The KD enhances innate and adaptive tumor specific immune function against glioma cells

To evaluate the influence of the KD on tumor-reactive immune cells at the tumor site, immune cell function from TILs removed from the tumor site at time of necropsy was tested. Intracellular cytokine staining following stimulation with tumor cells showed that when compared to SD, the KD significantly increases the ability of tumor-reactive CD8+ T cells to produce interferon gamma (IFNγ), tumor necrosis factor (TNF), and interleukin 2 (IL-2) when stimulated with GL261-Luc2 cells (Fig. 4a). Additionally, the KD significantly increased cytotoxic capabilities of tumor-reactive T cells from mice when compared to SD (Fig. 4b). The function of T regulatory cells was also assessed by intracellular cytokine staining for interleukin 10 (IL-10). Although we did not find a difference in the number of tumor-infiltrating Tregs, those found in the tumors from animals fed the KD produced significantly less IL-10 in response to GL261-Luc2 cells when compared to animals maintained on SD (Fig. 4c). Lastly, we studied natural killer (NK) cell function and found that tumor-infiltrating NK cells from mice fed the KD produce significantly more IFNγ and TNF in response to GL261-Luc2 cells than the cells isolated from SD fed animals (Fig. 4d). Whether through direct interaction with immune cells, or through alleviation of tumor immune suppression in the microenvironment, the KD significantly enhances tumor-reactive immune function.

Fig. 4

The ketogenic diet significantly enhances tumor-reactive CD8+ T cell and NK cell activity. Tumor-infiltrating lymphocytes (TILs) isolated from gliomas from mice fed KD versus SD were cultured alone (white bar) or in the presence of GL261-Luc2 tumor cells (black bar) to access activity. Analysis of IFNγ, TNF and IL-2 production in tumor-infiltrating CD8+ T cells was performed (a). Cytotoxic capability of CD8+ T cells isolated from tumors was assessed following exposure to GL261-Luc2 cells (b). IL-10-production in CD4 + FoxP3+ T regulatory cells was also assessed in response to stimulation with GL261-Luc2 cells (c). IFNγ and TNF production in the infiltrating NKp46 + CD3- natural killer cells isolated from tumors were assessed (d).
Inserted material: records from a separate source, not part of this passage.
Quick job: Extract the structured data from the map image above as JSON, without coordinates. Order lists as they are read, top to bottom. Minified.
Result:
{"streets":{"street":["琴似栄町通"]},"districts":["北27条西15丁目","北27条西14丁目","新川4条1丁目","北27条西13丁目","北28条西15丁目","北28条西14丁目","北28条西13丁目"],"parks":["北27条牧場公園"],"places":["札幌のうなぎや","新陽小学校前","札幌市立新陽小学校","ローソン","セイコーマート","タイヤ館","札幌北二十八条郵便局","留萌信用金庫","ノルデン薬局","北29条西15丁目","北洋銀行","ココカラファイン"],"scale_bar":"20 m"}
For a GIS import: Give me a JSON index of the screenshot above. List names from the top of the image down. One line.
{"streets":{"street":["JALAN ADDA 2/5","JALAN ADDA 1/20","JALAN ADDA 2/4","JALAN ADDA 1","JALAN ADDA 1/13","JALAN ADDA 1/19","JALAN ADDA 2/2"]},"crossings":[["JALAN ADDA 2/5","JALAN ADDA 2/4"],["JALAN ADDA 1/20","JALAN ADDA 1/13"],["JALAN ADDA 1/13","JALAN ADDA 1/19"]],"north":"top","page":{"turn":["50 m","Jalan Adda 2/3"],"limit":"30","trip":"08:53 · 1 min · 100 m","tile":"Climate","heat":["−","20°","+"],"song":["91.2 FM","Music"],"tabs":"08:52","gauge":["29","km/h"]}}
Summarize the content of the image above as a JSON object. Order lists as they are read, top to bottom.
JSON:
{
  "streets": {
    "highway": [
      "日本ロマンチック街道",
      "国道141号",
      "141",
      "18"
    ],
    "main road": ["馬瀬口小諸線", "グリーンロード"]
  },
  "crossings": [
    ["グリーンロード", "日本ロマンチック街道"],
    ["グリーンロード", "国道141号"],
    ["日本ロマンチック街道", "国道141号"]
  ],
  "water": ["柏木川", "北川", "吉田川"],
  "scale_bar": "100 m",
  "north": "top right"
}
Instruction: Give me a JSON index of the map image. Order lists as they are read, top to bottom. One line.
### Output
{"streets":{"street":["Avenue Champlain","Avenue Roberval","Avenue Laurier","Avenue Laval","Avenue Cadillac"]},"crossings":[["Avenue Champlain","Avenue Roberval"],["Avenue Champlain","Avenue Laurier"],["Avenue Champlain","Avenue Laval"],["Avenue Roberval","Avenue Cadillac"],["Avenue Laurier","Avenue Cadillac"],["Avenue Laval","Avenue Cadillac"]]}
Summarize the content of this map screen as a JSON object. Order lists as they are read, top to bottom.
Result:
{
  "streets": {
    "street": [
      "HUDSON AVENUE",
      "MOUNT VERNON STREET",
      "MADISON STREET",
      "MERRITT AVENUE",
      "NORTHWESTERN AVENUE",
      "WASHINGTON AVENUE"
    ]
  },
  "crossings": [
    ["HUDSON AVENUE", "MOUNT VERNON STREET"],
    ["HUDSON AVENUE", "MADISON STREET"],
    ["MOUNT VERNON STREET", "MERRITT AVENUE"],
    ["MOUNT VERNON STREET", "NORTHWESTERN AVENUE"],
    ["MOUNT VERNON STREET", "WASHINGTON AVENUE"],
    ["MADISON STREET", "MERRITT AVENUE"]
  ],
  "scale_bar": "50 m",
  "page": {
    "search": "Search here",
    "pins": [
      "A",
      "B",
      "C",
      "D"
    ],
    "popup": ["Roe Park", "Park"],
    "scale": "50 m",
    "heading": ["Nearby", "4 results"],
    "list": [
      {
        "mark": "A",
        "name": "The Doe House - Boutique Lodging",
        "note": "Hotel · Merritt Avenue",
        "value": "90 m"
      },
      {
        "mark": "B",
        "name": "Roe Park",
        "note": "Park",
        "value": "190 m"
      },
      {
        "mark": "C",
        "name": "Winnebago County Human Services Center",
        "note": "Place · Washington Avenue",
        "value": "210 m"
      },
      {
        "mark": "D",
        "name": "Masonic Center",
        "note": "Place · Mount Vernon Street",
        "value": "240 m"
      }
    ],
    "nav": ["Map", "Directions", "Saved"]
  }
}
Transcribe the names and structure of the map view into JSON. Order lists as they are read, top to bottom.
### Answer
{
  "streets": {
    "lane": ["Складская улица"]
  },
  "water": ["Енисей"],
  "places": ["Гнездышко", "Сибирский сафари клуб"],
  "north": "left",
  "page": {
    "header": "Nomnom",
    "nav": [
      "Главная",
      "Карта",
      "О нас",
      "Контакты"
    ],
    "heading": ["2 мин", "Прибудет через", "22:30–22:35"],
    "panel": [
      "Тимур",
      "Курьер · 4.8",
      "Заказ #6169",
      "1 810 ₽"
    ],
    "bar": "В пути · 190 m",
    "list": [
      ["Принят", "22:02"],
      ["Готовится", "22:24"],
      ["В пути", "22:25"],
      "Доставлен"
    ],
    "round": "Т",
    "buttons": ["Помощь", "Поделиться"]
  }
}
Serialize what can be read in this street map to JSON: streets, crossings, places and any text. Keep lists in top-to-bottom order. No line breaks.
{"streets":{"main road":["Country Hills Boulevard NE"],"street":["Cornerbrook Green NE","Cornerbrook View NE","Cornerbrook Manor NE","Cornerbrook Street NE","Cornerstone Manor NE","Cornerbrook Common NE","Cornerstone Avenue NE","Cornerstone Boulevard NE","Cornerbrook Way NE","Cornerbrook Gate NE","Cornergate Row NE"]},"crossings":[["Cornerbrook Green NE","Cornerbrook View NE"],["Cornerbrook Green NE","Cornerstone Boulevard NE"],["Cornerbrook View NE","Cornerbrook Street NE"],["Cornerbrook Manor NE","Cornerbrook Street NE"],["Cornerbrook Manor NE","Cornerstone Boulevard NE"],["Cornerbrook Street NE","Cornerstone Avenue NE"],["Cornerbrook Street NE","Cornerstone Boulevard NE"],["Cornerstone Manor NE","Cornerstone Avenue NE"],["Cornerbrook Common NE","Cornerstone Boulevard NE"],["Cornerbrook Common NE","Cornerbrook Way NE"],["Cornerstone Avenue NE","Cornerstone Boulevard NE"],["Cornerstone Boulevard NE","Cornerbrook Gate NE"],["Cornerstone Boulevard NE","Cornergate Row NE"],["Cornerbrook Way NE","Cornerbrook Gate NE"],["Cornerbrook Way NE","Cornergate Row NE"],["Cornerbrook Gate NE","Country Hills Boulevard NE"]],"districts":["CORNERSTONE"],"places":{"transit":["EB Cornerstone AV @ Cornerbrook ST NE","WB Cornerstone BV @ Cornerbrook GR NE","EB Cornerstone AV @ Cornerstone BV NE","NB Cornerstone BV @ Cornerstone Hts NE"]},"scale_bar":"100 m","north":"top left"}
N = 5; student’s two-tailed t-test between the antigen-challenged SD and KD groups only; *p < 0.05; **p < 0.01; ***p < 0.001

The KD enhances innate and adaptive tumor-reactive immune responses indirectly via alleviation of immune suppression

To determine if the KD specifically enhances TIL function in the tumor microenvironment or alters global immune status, the effects of the KD on immune responses to two strains of Lymphocytic Choriomeningitis Virus (LCMV) was examined. Non-tumor bearing mice were infected with either LCMV Armstrong or Clone 13, and CD8 T cell function was accessed at Day 6 and 30. There was no significant difference in cytokine production by CD8+ T cells responding to either LCMV dominant epitopes, GP33 or NP396 (Fig. 5a) at either time point or with either infection regardless of diet. Additionally, there was no significant difference in the percentage of PD-1 + CD8+ T cells between KD and SD fed mice (Fig. 5b). Although the KD did not alter CD8 function against acute and chronic viral infections, it did alter immune mediated killing at the tumor site suggesting alleviation of immune suppression is specific to the tumor microenvironment.

Fig. 5

The ketogenic diet had no effect on T cell activity in an acute and chronic mouse model of LCMV infection. Splenocytes from non-tumor bearing mice infected with LCMV Armstrong or Clone 13 were isolated at day 6 and 30, and stimulated with GP33 or NP396 antigens. IFNγ + TNF + CD8+ cells in mice fed SD versus KD (a). PD-1 + CD8+ expression in mice fed SD versus KD (b). N = 5 in each group


Activated effector immune responses against glioblastoma multiforme (GBM) may provide benefits in patient survival; however these tumors exert a variety of immunosuppressive pressures on the surrounding microenvironment [17, 18]. These include increased induction of CD8 + FOXp3+ regulatory T cells (Tregs), elevated immunosuppressive cytokine levels, diminished CD4+ helper T cell populations, tolerized antigen presenting cells and upregulated immune inhibitory checkpoints [19]. For example, Tregs suppress immune responses by secreting cytokines such as IL-10 and facilitating inactivation of CD8+ cytotoxic T cells by direct cell-to-cell interactions [20]. A key observation in immunosuppressed GBM patients is a decrease in CD4+ T cells with an increased proportion of Tregs and increased IL-10 levels [19, 21]. The current study demonstrated that tumors from animals maintained on the KD had a significantly increased CD4+ T cell population and a decreased proportion of Tregs when compared to control animals. Further the Tregs isolated from animals maintained on the KD produced significantly less IL-10 when stimulated with tumor cells. Similar results were demonstrated in a study using a pancreatic cancer model which showed increased CD4+ T cells and decreased Tregs when animals were fed a KD [22].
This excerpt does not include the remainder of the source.